Thursday, July 4, 2013

250 Years Ago -- Pontiac Was not a Car

By the early 1760's the British occupied the French posts at Green Bay, Mackinac, St. Joseph (Niles Michichigan), Ouiatenon, Detroit, Fort Miami, Sandusky and Niagara. But an occupation is not a permanent situation and in all previous wars control of the land had, for the most part, reverted to the powers that originally held the land.  So, at first the occupation was peaceful. 

"Except in Illinois country, the British occupied the old French posts without Algonquian resistance.  And despite the belts urging rebellion, most of Onontio's children apparently expected the British to act, if not as fathers, then as brothers. They did not anticipate conquerors ... British policy in 1762, however, dashed Algonquian hopes for accommodation on the middle ground.  Crop failures, epidemics, and famine, particularly severe along the Ohio River and in the Wabash country, swept the [midwest], and the Algonquians begged for assistance from their British brothers. Events had now put both their lives and their conceptions of the British at risk, and the British by and large failed them. The local commanders either lacked the capacity to give aid or gave it grudgingly. " White, The Middle Ground, pp. 274-275.
In 1763 reports that France was officially ceding Canada to Britain reached Fort Pitt (Pittsburgh) and began to spread to the western posts.  The French inhabitants and the resident Indians were astonished and could not believe it.  The divide of the continent between the French and the British was so long standing it was probably hard to imagine the French authority leaving out.  British commanders began to receive reports from the Illinois that, although French troops were reconciled to the cession to Britain, the French traders were not and were urging the Indians to kill the British.  There appears to be no evidence the French were officially assisting the Indians in a rebellion, but the Indians certainly seemed to expect that French aid would be coming.  This may have been due to empty promises made by French traders and habitants who, themselves, couldn't imagine the continent becoming solely British.
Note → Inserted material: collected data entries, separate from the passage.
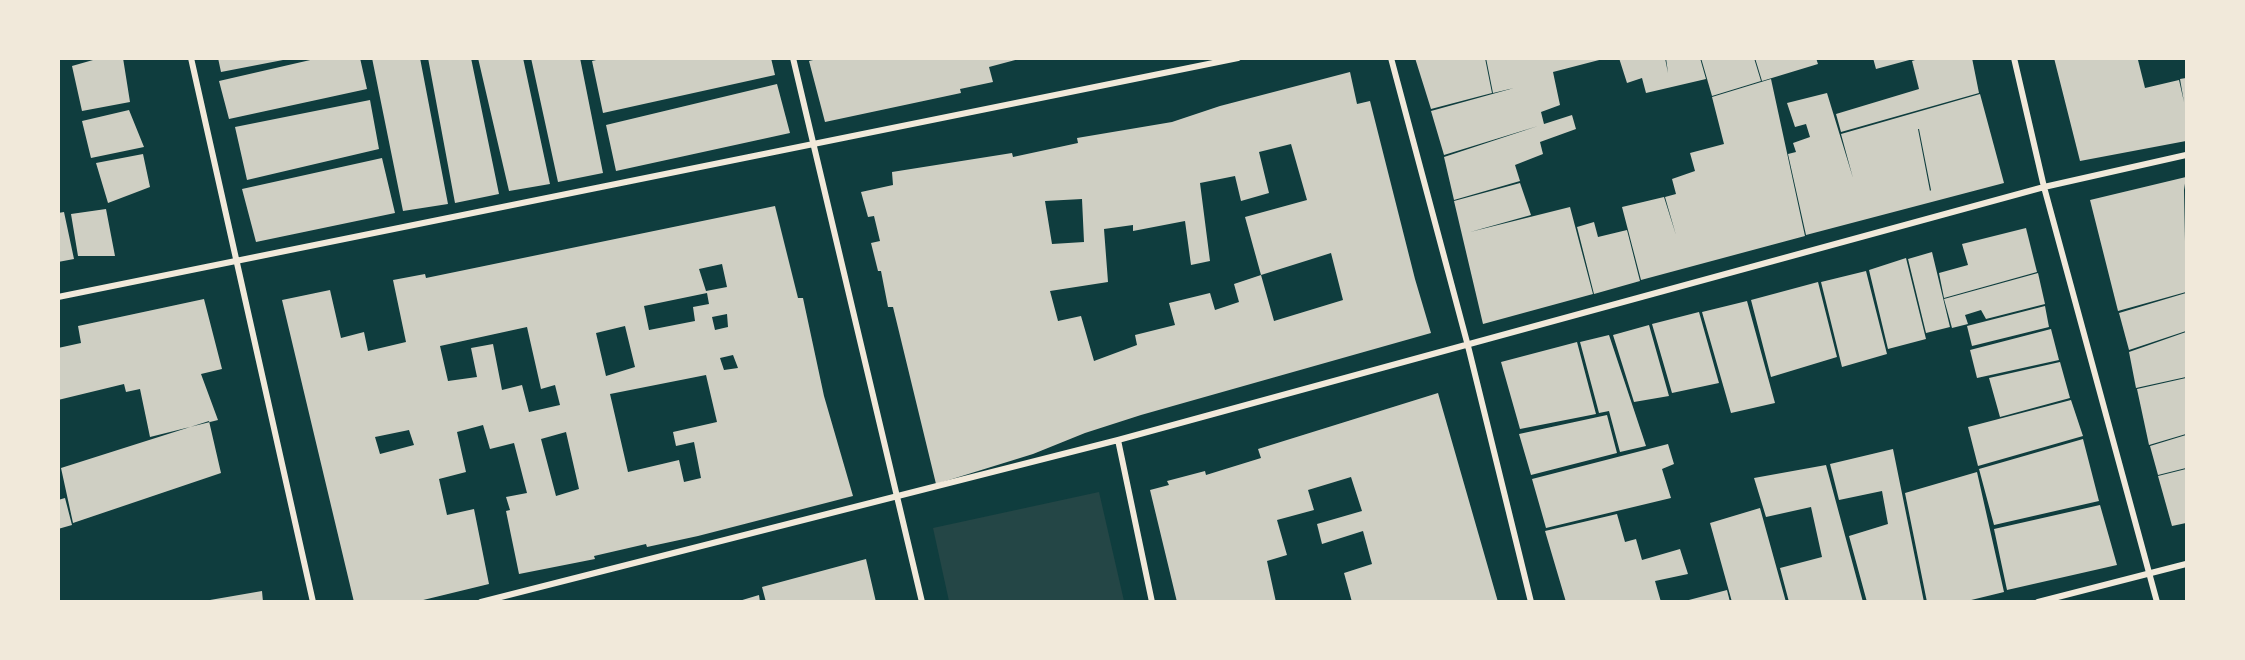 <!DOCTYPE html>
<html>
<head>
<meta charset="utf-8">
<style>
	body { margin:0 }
	#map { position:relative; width:2245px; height:660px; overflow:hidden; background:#0f3d3e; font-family:"Nunito Sans",sans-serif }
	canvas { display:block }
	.frame { position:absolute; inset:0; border:60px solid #f1e9da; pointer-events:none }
</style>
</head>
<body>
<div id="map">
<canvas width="2245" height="660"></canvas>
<div class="frame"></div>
</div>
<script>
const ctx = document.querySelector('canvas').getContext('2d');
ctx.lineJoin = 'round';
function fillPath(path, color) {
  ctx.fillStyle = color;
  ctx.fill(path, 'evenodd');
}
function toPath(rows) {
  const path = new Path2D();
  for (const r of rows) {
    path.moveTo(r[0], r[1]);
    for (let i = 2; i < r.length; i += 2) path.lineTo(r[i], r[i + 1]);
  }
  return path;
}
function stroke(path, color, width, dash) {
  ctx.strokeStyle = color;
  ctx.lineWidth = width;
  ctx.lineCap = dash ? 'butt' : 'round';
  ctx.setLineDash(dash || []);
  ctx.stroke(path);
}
fillPath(toPath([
	[1099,492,1124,601,949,601,933,528]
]), '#244646');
fillPath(toPath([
	[100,58,123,58,130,102,82,111,72,66],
	[218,58,283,58,283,60,221,72],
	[319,58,360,58,367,89,229,119,219,81],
	[372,58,420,58,448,204,403,211],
	[428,58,471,58,499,194,455,203],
	[478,58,523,58,550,184,509,191],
	[531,58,580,58,603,173,558,182],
	[604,58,771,58,775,75,603,113,592,61],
	[821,58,1019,58,1019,59,989,67,993,82,960,89,961,93,825,122,809,61],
	[1415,58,1485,58,1492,93,1431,109],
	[1486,58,1603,59,1553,72,1560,105,1541,112,1544,124,1572,115,1576,129,1540,142,1543,154,1515,165,1520,181,1454,200,1444,157,1538,126,1444,155,1431,111,1514,88,1493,93],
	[1619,58,1665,58,1668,73,1666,58,1700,58,1706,79,1646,93,1642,78,1627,83],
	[1701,58,1754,58,1761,81,1712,96],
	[1755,58,1816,58,1818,64,1762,81],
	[1873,58,1913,58,1913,59,1876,69],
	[1921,58,1972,58,1979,93,1841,132,1836,114,1919,89,1912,61],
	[2054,58,2142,58,2138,60,2145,88,2179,80,2184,102,2180,79,2186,78,2186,141,2080,161],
	[1350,72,1357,104,1370,101,1415,279,1431,333,1141,415,1085,433,1033,454,936,484,893,307,888,307,881,271,878,271,871,243,880,241,874,216,868,217,861,192,893,185,892,172,1012,153,1013,157,1078,143,1077,138,1172,122,1220,106],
	[1291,144,1307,200,1245,217,1261,275,1331,253,1343,300,1274,321,1261,275,1234,284,1239,302,1215,310,1210,293,1169,303,1175,325,1135,335,1137,345,1094,361,1081,316,1058,321,1050,291,1108,282,1104,229,1133,225,1133,231,1185,221,1191,265,1210,261,1200,183,1235,176,1241,201,1269,193,1259,152],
	[1082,199,1084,242,1052,244,1045,201],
	[1771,79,1805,236,1641,280,1622,207,1664,197,1676,235,1665,197,1676,194,1672,179,1695,171,1690,153,1724,144,1712,97],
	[777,84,790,133,616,171,606,125],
	[1827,93,1853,178,1841,134,1980,94,2004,183,1806,235,1788,154,1796,152,1793,143,1810,137,1806,124,1795,127,1787,103],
	[1918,129,1919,129,1931,190,1930,191],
	[370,100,379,149,247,180,235,127],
	[129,110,144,147,91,158,82,121],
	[143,154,150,187,108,203,96,163],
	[382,158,395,213,256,242,242,189],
	[2186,177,2184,190,2186,292,2118,311,2090,200],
	[1520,183,1531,215,1470,232,1570,207,1593,294,1483,324,1454,201],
	[775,206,798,298,803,298,824,396,853,496,698,536,647,547,646,544,594,556,595,559,519,574,506,511,510,510,506,497,527,493,514,443,490,449,483,425,457,432,466,472,439,479,447,515,474,509,489,584,415,602,354,602,282,300,330,290,341,338,364,332,368,351,406,342,393,280,425,274,426,278],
	[722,264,727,287,706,291,699,269],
	[707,293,709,304,693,307,695,321,649,330,644,306],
	[727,314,728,327,715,330,712,317],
	[625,326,635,367,606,376,596,333],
	[527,327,541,389,555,385,560,405,529,412,522,385,502,390,493,344,471,348,477,377,448,381,440,346],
	[733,355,738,368,724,370,720,358],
	[706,375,717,422,673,432,676,446,694,442,701,478,684,482,679,460,628,472,610,394],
	[409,430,414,445,380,454,375,437],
	[566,432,579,489,556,496,541,439],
	[106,209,115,256,78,256,71,214],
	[64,212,74,259,58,262,58,213],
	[1594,222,1598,237,1627,230,1640,281,1594,294,1577,227],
	[2026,228,2037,272,1944,298,1939,273,1968,265,1962,244],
	[1932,252,1950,327,1926,333,1908,259],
	[1906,258,1926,339,1888,349,1869,270],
	[1866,271,1887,354,1842,367,1821,282],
	[2038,273,2045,304,1986,319,1981,310,1965,315,1968,324,1952,328,1944,299],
	[1818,282,1837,357,1771,377,1751,300],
	[2186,293,2186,331,2129,350,2119,313],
	[204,299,222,369,201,374,218,420,150,437,140,389,126,392,124,384,58,400,58,348,81,343,78,326],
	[1747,301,1775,403,1731,413,1702,312],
	[2045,306,2049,327,1972,346,1967,326],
	[1699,312,1719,383,1672,393,1652,324],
	[1649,325,1669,396,1634,402,1613,335],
	[2051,329,2059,360,1977,378,1970,350],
	[2186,332,2186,377,2136,388,2129,352],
	[1609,335,1646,446,1620,452,1609,411,1599,413,1580,342],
	[1577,342,1596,414,1520,429,1501,362],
	[2060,362,2070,398,2000,417,1989,378],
	[2186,378,2186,434,2149,445,2137,389],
	[1438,393,1498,602,1352,602,1344,573,1372,564,1363,531,1322,544,1317,524,1362,511,1351,477,1308,490,1314,510,1277,520,1287,555,1267,561,1276,602,1177,602,1150,490,1169,485,1167,481,1205,471,1206,475,1261,458,1258,449],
	[2071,400,2083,436,1978,466,1968,427],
	[1607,415,1617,453,1531,475,1519,434],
	[209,421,221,473,73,523,61,468],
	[2186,435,2186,468,2158,475,2150,446],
	[2083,439,2099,501,1994,525,1979,469],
	[1668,444,1674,464,1662,469,1671,498,1546,528,1532,479],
	[1893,449,1924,602,1867,602,1849,536,1888,524,1882,491,1839,500,1830,464],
	[1826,465,1863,602,1789,602,1780,568,1822,557,1811,507,1766,517,1754,478],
	[2186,469,2186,523,2172,526,2158,476],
	[1977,472,2004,592,1963,602,1927,602,1905,493],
	[65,498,72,525,58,529,58,500],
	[2100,505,2117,565,2007,590,1994,529],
	[1760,508,1786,602,1732,602,1710,523],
	[1617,514,1625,542,1636,539,1642,560,1680,549,1688,574,1655,581,1661,602,1566,602,1545,531],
	[866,559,876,602,766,602,762,587],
	[1727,590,1730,602,1685,602,1685,601],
	[262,591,263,602,210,602,210,600],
	[759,595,760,602,739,602,739,601]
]), '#cfcfc3');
stroke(toPath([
	[191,58,313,602],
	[793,58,922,602],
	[1391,58,1468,346,1531,602],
	[2014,58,2044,187,2157,602],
	[58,297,1238,58],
	[1118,440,1152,602],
	[481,602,1118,440,2044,187,2186,155],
	[2038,602,2186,564]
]), '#f1e9da', 6);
</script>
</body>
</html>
The British had an experienced and intelligent expert on Indians and the Indian trade in a man named George Croghan.  Croghan warned the British that their victory was not complete over the Indians, who had not "surrendered".  He reported that the Algonquians were desperate enough to begin a rebellion and their past success against the British gave them confidence that they would prevail.  And, at first, they did prevail.

 In April, 1763 Pontiac called a council of war to plan an attack on the Fort at Detroit.  The British were not acting like Fathers or Brothers.  Pontiac was convinced that the British intended to open up widespread settlement in the Ohio Valley.  The threat of settlement combined with a ban on the sale of gunpowder to the tribes, which harmed their ability to hunt, seemed designed to drive the tribes eventually out of the Ohio Valley.  Attacking and driving out the British interlopers seemed the only solution.

The attack on Detroit failed, but this was only the most famous of the attacks that occurred in the spring of 1763.   All of the British occupied forts were attacked and all of them were taken except for Niagara, Detroit and Fort Pitt.  British reinforcements eventually arrived and the rebellion was quashed.  But Richard White posits the theory that this was a wake up call for the British in which they realized that, outnumbered as they were in the western country and (maybe as importantly) wanting the fur markets for themselves, they needed to work with the Indians and occupy a "middle ground" with them rather than acting like conquerors.  George Croghan said that the British needed to emulate the French when it came to Indians - they were "bred up together" and understood each other.

"There is no need to romanticize this relationship, Indians and French abused and killed each other; they cheated each other as well as supplying each other's wants. But their knowledge of each other's customs, and their ability to live together - what Croghan described as their having been bred up together - had no equivalent among the British." White

Pontiac continued, through 1763 and 1764, to move among the Indian villages of the Wabash country, fomenting resistance there and among the French habitants at Vincennes and in the Illinois country.  By the summer of 1763, France had ordered the officers commanding in the now British territory to evacuate their posts as soon as the British arrived.  The British had not, however,  reached Fort de Chartres, mostly due to resistance from the surrounding Indian tribes. So the people in the Illinois country continued under the administration of the French military officers at Fort de Chartres who were now acting for a foreign power.

*Part of my continuing blog series leading up to the 250th anniversary of the founding of St. Louis in February 2014.